Let's work with word embeddings. We've been focusing on texts for the most part, but now we'll look at words directly using word2vec. We'll see what these embeddings look like and then use them to explore word similarity.

Let's start by getting our environment ready.

In [1]:
from text_analytics import TextAnalytics
import os
import pandas as pd

ai = TextAnalytics()
ai.data_dir = os.path.join(".", "data")
print("Done!")

Done!


Now, learning word embeddings takes quite a long time, even longer than the tasks we've been doing so far. Because of that, we'll load pre-trained word embeddings. If you *did* want to do it yourself, here's the code, commented out.

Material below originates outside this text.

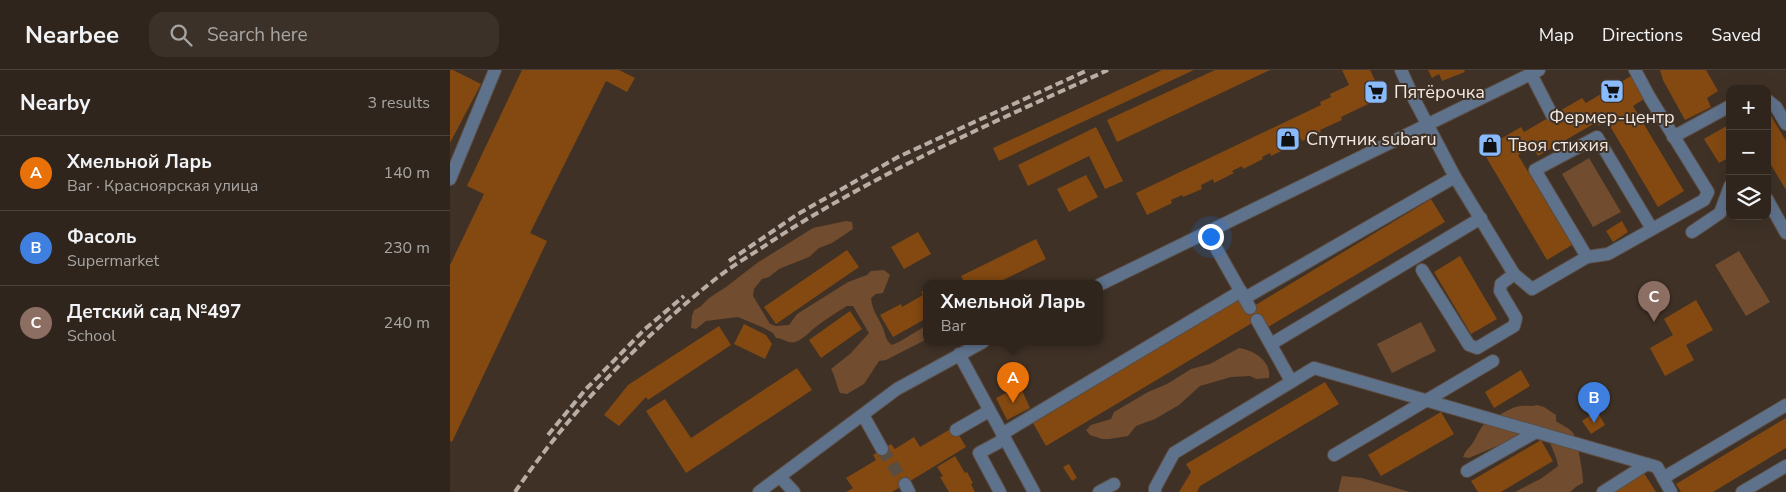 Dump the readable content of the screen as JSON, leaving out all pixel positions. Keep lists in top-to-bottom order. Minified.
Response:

And you can see a more detailed recipe in the *text_analytics* package.

In [2]:
file = "economic.nyt.1931-2016.gz"
file = os.path.join(ai.data_dir, file)
#df = pd.read_csv(file)
#print(df)

#ai.train_word2vec(df)

ai.word_vectors = ai.deserialize("w2v_embedding", file + ".w2v_embedding.json")
ai.word_vectors_vocab = ai.deserialize("w2v_vocab", file + ".w2v_vocab.json")
    
print(ai.word_vectors)
print(list(ai.word_vectors_vocab.keys())[0:20])

[[-0.1235968   0.04748945  0.16285081 ...  0.03241363 -0.03300684
   0.26601192]
 [-0.0030584   0.04572405  0.10358463 ... -0.00173236 -0.10827369
   0.20938973]
 [-0.19914334  0.03242941  0.0766376  ...  0.12763536  0.02289162
   0.0425519 ]
 ...
 [ 0.05791736  0.24080583  0.11852352 ...  0.13066971  0.03170295
   0.20842037]
 [-0.05558461  0.00972249  0.02807915 ...  0.00696762  0.19038115
   0.08795328]
 [ 0.04808212  0.17134945 -0.06976075 ...  0.02019391  0.03982212
   0.0915439 ]]
['the_DET', 'of_ADP', 'a_DET', 'and_CCONJ', 'in_ADP', 'number_NOUN', 'to_PART', 'to_ADP', 'for_ADP', 'on_ADP', 'at_ADP', 'is_AUX', 'by_ADP', 'was_AUX', 'with_ADP', 'that_SCONJ', 'as_SCONJ', 'his_DET', 'from_ADP', 'it_PRON']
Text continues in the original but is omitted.